Jaron Lanier – You are not a Gadget

The state of all who are preoccupied is wretched, but the most wretched are those who are toiling not even at their own preoccupations, but must regulate their sleep by another’s, and their walk by another’s pace, and obey orders in those freest of all things, loving and hating. If such people want to know how short their lives are, let them reflect how small a portion is their own.

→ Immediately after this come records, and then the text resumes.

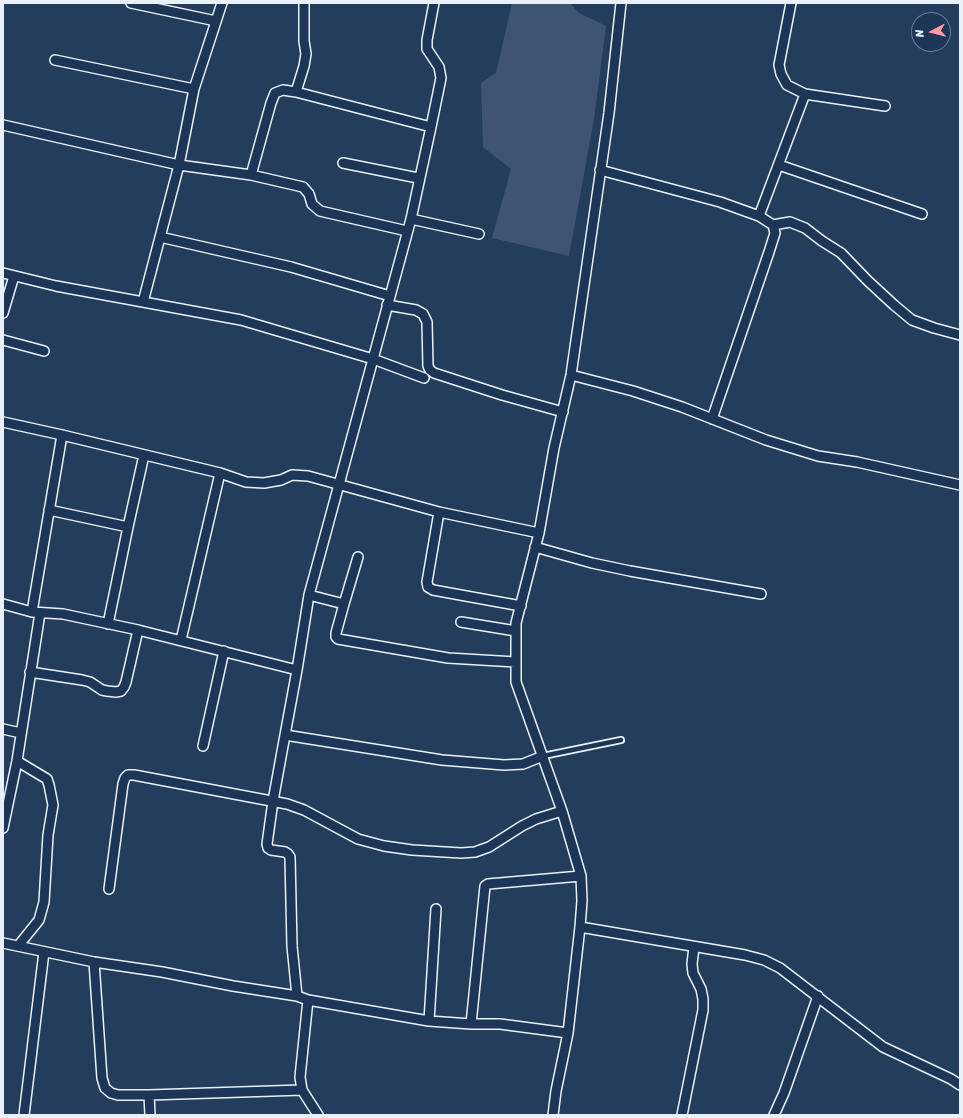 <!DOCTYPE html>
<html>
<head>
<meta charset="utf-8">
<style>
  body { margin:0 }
  #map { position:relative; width:963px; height:1118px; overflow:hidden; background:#253d5d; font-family:Sriracha,sans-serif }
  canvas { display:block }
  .frame { position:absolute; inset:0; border:4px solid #e8f1f8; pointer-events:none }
  .north { position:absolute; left:911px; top:12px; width:40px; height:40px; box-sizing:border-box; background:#1d3557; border:1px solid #6e8097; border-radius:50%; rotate:263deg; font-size:11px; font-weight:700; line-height:16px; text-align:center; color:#e8f1f8 }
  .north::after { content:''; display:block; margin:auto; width:14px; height:18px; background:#ff9aa2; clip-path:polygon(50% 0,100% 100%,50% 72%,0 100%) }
</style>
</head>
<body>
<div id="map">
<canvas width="963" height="1118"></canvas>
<div class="frame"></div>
<div class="north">N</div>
</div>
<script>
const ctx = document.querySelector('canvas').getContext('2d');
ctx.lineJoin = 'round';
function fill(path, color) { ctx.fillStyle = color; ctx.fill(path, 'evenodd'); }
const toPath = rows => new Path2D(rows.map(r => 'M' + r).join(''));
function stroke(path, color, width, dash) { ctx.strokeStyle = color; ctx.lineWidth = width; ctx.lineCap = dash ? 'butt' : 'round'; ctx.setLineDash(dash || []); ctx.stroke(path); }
fill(toPath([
  [512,3,570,3,579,13,606,26,594,119,569,256,492,238,511,169,483,147,481,83,496,73]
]), '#3e5472');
const lane = toPath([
  [543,756,621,740]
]);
const street = toPath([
  [131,3,216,21],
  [791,3,779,65,781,74,787,85,805,94,885,106],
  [55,60,194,89,179,165,251,175,303,187,309,194,312,204,320,211,407,231],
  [194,89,222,3],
  [296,92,431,127],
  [3,125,179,165,143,302],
  [343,163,418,178],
  [779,165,922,214],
  [600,170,720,202,759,216,773,225,775,233,769,252,712,419],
  [251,175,271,103,275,93,283,90,296,92,304,66,306,54,304,41,304,3],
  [759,216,805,94],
  [411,219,479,234],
  [773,225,790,222,805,228,822,241,841,253,868,281,894,305,912,320,934,328,960,335],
  [160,237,291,267,390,296],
  [3,273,56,286,241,320,373,359,424,378],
  [387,305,416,310,423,314,427,322,428,366,430,370,434,373,502,395,563,412],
  [3,313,14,276],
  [3,340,44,351],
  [571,375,633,391,682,407,766,440,818,456,857,462,960,485],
  [3,422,62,435,220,473,181,640],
  [220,473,246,482,264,483,281,480,292,475,308,476,439,512,539,533],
  [49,510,128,527],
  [439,512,427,582,428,587,433,590,521,606],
  [535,547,592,563,630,571,761,594],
  [309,595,411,219,431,127,441,78,439,67,427,49,427,40,434,3],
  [3,604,32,612,63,614,138,630,297,670,285,735,442,760,504,765,523,764,543,756],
  [344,604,358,557],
  [32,612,62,435],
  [461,622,516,631],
  [108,624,128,527,144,455],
  [297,670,309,595,344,604,336,633,336,637,338,639,448,658,516,662],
  [30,672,82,680,90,682,102,690,107,691,116,692,121,691,124,687,126,682,138,630],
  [3,729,21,733],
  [285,735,273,801,267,844,268,848,271,850,285,852,288,854,290,857,292,946,297,996],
  [203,746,224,651],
  [17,761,47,779,49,785,53,805,48,835,44,902,39,920,18,946],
  [3,828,17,761,40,613],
  [109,889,123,784,125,778,128,775,134,775,287,804,304,810,358,839,384,846,412,850,461,853,475,852,489,847,522,826,536,819,562,811],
  [580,927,745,955,764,960,780,968,883,1047,951,1079,960,1085],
  [3,943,94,962,162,972,233,986,297,996,308,1000],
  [94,962,102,1078,105,1088,111,1093,118,1095,149,1095,302,1090,318,1115],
  [429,1021,471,1024,485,886,488,884,581,876],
  [471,1024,500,1024,568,1033],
  [302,1090,300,1077,308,1000,429,1021,436,909],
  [149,1095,150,1115],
  [24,1115,44,952],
  [553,1115,556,1091,568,1033,580,927,582,901,581,876,562,811,516,682,516,623,539,533,554,448,571,375,609,113,621,3],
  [682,1115,703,1010,703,999,701,989,693,973,692,964,694,947],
  [774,1115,784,1093,818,996]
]);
stroke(lane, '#e8f1f8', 8);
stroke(street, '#e8f1f8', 12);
stroke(lane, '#1d3557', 4.5);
stroke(street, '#1d3557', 9);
</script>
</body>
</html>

Seneca – On the Shortness of Life

"Why do you delay," says he, "Why are you idle? Unless you seize the day, it flees." Even though you seize it, it still will flee; therefore you must vie with time’s swiftness in the speed of using it, and, as from a torrent that rushes by and will not always flow, you must drink quickly.

Seneca – On the Shortness of Life

Let’s take money—the original abstract information system for managing human affairs—as an example. It might be tempting to print your own money, or, if you’re the government, to print an excessive amount of it. And yet smart people choose not to do either of these things. It is a common assertion that if you copy a digital music file, you haven’t destroyed the original, so nothing was stolen. The same thing could be said if you hacked into a bank and just added money to your online account. The problem in each case is not that you stole from a specific person but that you undermined the artificial scarcities that allow the economy to function. In the same way, creative expression on the internet will benefit from a social contract that imposes a modest degree of artificial scarcity on information.